[Given records]:
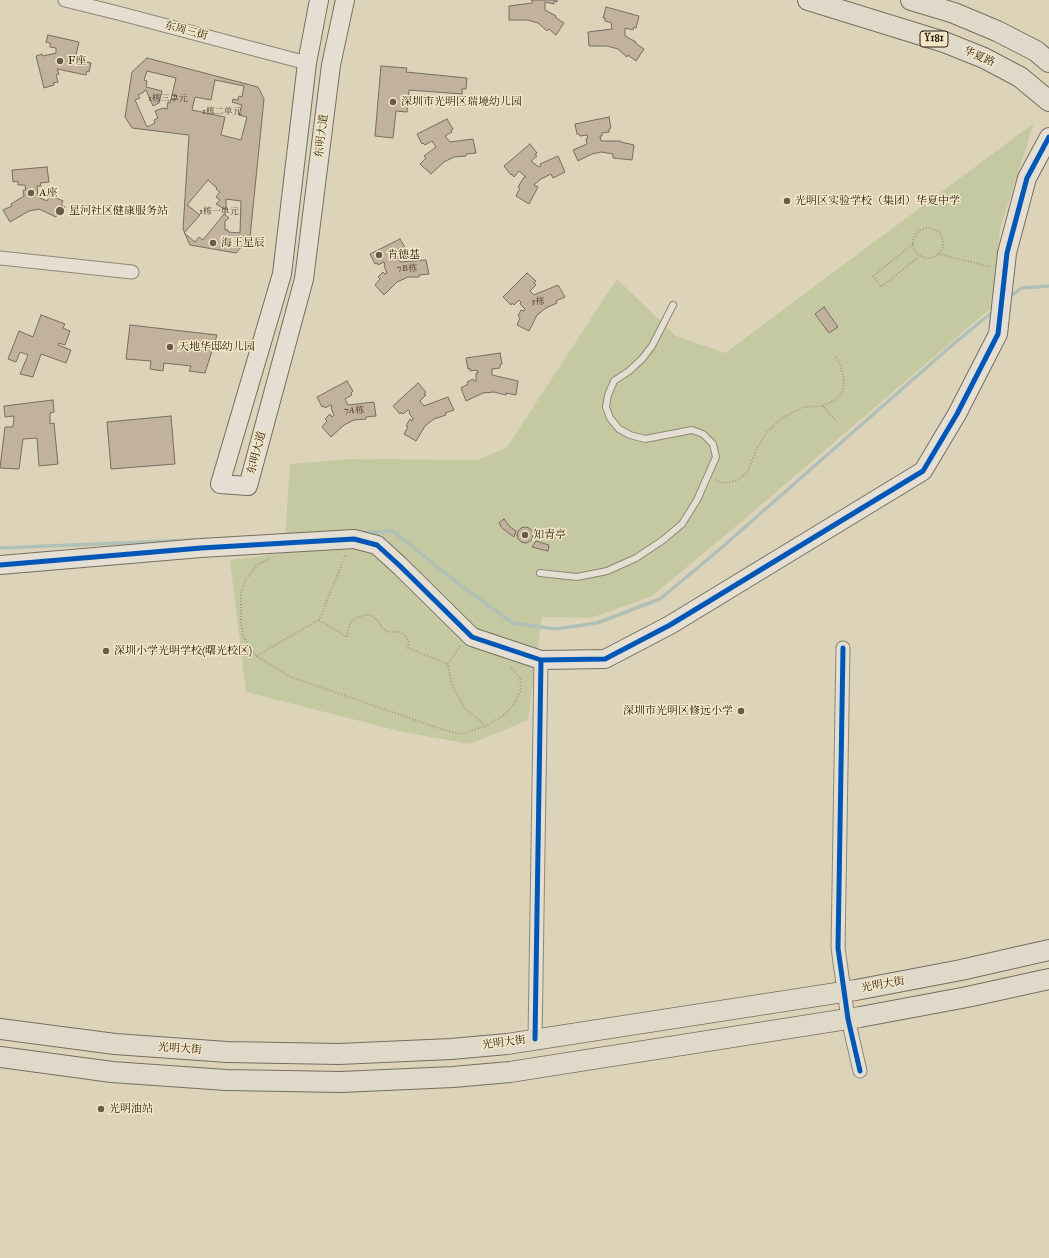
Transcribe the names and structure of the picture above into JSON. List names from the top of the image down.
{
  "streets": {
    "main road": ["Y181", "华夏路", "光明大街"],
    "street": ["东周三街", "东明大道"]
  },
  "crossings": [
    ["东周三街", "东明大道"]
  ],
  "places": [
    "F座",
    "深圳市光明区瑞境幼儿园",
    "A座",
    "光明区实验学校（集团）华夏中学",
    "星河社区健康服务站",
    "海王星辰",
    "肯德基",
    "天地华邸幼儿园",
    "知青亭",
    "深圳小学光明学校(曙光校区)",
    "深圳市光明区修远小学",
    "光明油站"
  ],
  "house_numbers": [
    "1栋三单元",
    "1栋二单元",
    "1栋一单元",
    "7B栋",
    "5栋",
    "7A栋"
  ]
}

[Try it]:
Leaving out any images, restate every record word for word.

[Exercise response]:
Transcribe the names and structure of the picture above into JSON. List names from the top of the image down.
{
  "streets": {
    "main road": ["Y181", "华夏路", "光明大街"],
    "street": ["东周三街", "东明大道"]
  },
  "crossings": [
    ["东周三街", "东明大道"]
  ],
  "places": [
    "F座",
    "深圳市光明区瑞境幼儿园",
    "A座",
    "光明区实验学校（集团）华夏中学",
    "星河社区健康服务站",
    "海王星辰",
    "肯德基",
    "天地华邸幼儿园",
    "知青亭",
    "深圳小学光明学校(曙光校区)",
    "深圳市光明区修远小学",
    "光明油站"
  ],
  "house_numbers": [
    "1栋三单元",
    "1栋二单元",
    "1栋一单元",
    "7B栋",
    "5栋",
    "7A栋"
  ]
}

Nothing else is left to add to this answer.